WHAT IS EXPECTED. Every record must appear in your reply exactly as written.

-- MATERIAL FOR THIS EXERCISE follows --

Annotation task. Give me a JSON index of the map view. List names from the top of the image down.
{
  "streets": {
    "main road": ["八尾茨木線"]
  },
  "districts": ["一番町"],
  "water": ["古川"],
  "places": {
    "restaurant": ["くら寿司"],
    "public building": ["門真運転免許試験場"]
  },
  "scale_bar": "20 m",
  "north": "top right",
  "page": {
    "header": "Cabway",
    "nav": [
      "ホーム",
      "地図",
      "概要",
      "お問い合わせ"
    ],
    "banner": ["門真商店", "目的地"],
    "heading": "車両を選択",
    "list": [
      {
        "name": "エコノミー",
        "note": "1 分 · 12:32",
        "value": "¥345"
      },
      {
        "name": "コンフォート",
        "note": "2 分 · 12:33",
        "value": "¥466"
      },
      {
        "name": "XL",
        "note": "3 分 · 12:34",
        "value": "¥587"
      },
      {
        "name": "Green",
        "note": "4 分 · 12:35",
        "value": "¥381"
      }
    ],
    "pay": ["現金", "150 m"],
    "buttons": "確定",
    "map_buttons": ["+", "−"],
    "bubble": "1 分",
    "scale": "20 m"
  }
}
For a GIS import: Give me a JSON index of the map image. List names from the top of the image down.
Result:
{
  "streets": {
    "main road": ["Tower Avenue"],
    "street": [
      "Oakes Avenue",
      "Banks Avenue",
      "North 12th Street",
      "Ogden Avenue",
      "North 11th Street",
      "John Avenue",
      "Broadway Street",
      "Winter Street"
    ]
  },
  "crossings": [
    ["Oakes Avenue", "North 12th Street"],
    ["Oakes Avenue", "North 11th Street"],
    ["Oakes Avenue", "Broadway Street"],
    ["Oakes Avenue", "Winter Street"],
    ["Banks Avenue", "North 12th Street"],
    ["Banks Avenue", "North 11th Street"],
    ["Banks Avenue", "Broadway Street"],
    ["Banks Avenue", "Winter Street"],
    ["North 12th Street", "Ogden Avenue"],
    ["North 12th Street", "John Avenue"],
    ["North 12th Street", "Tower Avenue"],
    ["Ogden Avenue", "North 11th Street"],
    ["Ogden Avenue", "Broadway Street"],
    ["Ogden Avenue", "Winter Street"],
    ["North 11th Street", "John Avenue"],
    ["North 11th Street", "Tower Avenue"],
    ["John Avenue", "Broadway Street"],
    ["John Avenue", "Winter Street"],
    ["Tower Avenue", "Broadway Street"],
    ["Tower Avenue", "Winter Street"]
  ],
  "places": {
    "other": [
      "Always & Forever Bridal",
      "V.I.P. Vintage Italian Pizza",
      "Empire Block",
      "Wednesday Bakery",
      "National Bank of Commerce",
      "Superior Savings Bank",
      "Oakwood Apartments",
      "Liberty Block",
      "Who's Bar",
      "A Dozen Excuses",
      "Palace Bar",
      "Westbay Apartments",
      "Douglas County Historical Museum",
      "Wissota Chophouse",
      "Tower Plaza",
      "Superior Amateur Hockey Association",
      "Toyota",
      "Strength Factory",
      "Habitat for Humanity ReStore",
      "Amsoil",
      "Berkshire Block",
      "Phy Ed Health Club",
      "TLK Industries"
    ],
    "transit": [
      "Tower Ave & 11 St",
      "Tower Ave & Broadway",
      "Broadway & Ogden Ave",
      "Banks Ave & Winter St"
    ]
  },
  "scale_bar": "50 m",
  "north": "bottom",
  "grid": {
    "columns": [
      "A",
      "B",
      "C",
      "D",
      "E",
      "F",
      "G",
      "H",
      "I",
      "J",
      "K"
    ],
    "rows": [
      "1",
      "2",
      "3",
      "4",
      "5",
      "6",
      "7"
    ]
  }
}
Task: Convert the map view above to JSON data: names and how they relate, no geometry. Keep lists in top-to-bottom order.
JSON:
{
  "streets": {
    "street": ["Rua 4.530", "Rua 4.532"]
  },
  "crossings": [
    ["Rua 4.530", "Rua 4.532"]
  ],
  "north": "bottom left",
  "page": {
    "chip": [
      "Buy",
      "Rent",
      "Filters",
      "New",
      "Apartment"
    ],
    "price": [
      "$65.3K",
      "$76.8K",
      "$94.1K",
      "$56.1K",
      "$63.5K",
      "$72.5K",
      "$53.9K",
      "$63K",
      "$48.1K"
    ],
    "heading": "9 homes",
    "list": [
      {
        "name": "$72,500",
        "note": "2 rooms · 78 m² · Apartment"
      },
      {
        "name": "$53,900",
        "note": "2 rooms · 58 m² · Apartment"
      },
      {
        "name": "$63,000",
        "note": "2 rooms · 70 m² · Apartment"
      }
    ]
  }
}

-- MATERIAL FOR THIS EXERCISE concluded --

COMPLETED EXERCISE.
Annotation task. Give me a JSON index of the map view. List names from the top of the image down.
{
  "streets": {
    "main road": ["八尾茨木線"]
  },
  "districts": ["一番町"],
  "water": ["古川"],
  "places": {
    "restaurant": ["くら寿司"],
    "public building": ["門真運転免許試験場"]
  },
  "scale_bar": "20 m",
  "north": "top right",
  "page": {
    "header": "Cabway",
    "nav": [
      "ホーム",
      "地図",
      "概要",
      "お問い合わせ"
    ],
    "banner": ["門真商店", "目的地"],
    "heading": "車両を選択",
    "list": [
      {
        "name": "エコノミー",
        "note": "1 分 · 12:32",
        "value": "¥345"
      },
      {
        "name": "コンフォート",
        "note": "2 分 · 12:33",
        "value": "¥466"
      },
      {
        "name": "XL",
        "note": "3 分 · 12:34",
        "value": "¥587"
      },
      {
        "name": "Green",
        "note": "4 分 · 12:35",
        "value": "¥381"
      }
    ],
    "pay": ["現金", "150 m"],
    "buttons": "確定",
    "map_buttons": ["+", "−"],
    "bubble": "1 分",
    "scale": "20 m"
  }
}
For a GIS import: Give me a JSON index of the map image. List names from the top of the image down.
Result:
{
  "streets": {
    "main road": ["Tower Avenue"],
    "street": [
      "Oakes Avenue",
      "Banks Avenue",
      "North 12th Street",
      "Ogden Avenue",
      "North 11th Street",
      "John Avenue",
      "Broadway Street",
      "Winter Street"
    ]
  },
  "crossings": [
    ["Oakes Avenue", "North 12th Street"],
    ["Oakes Avenue", "North 11th Street"],
    ["Oakes Avenue", "Broadway Street"],
    ["Oakes Avenue", "Winter Street"],
    ["Banks Avenue", "North 12th Street"],
    ["Banks Avenue", "North 11th Street"],
    ["Banks Avenue", "Broadway Street"],
    ["Banks Avenue", "Winter Street"],
    ["North 12th Street", "Ogden Avenue"],
    ["North 12th Street", "John Avenue"],
    ["North 12th Street", "Tower Avenue"],
    ["Ogden Avenue", "North 11th Street"],
    ["Ogden Avenue", "Broadway Street"],
    ["Ogden Avenue", "Winter Street"],
    ["North 11th Street", "John Avenue"],
    ["North 11th Street", "Tower Avenue"],
    ["John Avenue", "Broadway Street"],
    ["John Avenue", "Winter Street"],
    ["Tower Avenue", "Broadway Street"],
    ["Tower Avenue", "Winter Street"]
  ],
  "places": {
    "other": [
      "Always & Forever Bridal",
      "V.I.P. Vintage Italian Pizza",
      "Empire Block",
      "Wednesday Bakery",
      "National Bank of Commerce",
      "Superior Savings Bank",
      "Oakwood Apartments",
      "Liberty Block",
      "Who's Bar",
      "A Dozen Excuses",
      "Palace Bar",
      "Westbay Apartments",
      "Douglas County Historical Museum",
      "Wissota Chophouse",
      "Tower Plaza",
      "Superior Amateur Hockey Association",
      "Toyota",
      "Strength Factory",
      "Habitat for Humanity ReStore",
      "Amsoil",
      "Berkshire Block",
      "Phy Ed Health Club",
      "TLK Industries"
    ],
    "transit": [
      "Tower Ave & 11 St",
      "Tower Ave & Broadway",
      "Broadway & Ogden Ave",
      "Banks Ave & Winter St"
    ]
  },
  "scale_bar": "50 m",
  "north": "bottom",
  "grid": {
    "columns": [
      "A",
      "B",
      "C",
      "D",
      "E",
      "F",
      "G",
      "H",
      "I",
      "J",
      "K"
    ],
    "rows": [
      "1",
      "2",
      "3",
      "4",
      "5",
      "6",
      "7"
    ]
  }
}
Task: Convert the map view above to JSON data: names and how they relate, no geometry. Keep lists in top-to-bottom order.
JSON:
{
  "streets": {
    "street": ["Rua 4.530", "Rua 4.532"]
  },
  "crossings": [
    ["Rua 4.530", "Rua 4.532"]
  ],
  "north": "bottom left",
  "page": {
    "chip": [
      "Buy",
      "Rent",
      "Filters",
      "New",
      "Apartment"
    ],
    "price": [
      "$65.3K",
      "$76.8K",
      "$94.1K",
      "$56.1K",
      "$63.5K",
      "$72.5K",
      "$53.9K",
      "$63K",
      "$48.1K"
    ],
    "heading": "9 homes",
    "list": [
      {
        "name": "$72,500",
        "note": "2 rooms · 78 m² · Apartment"
      },
      {
        "name": "$53,900",
        "note": "2 rooms · 58 m² · Apartment"
      },
      {
        "name": "$63,000",
        "note": "2 rooms · 70 m² · Apartment"
      }
    ]
  }
}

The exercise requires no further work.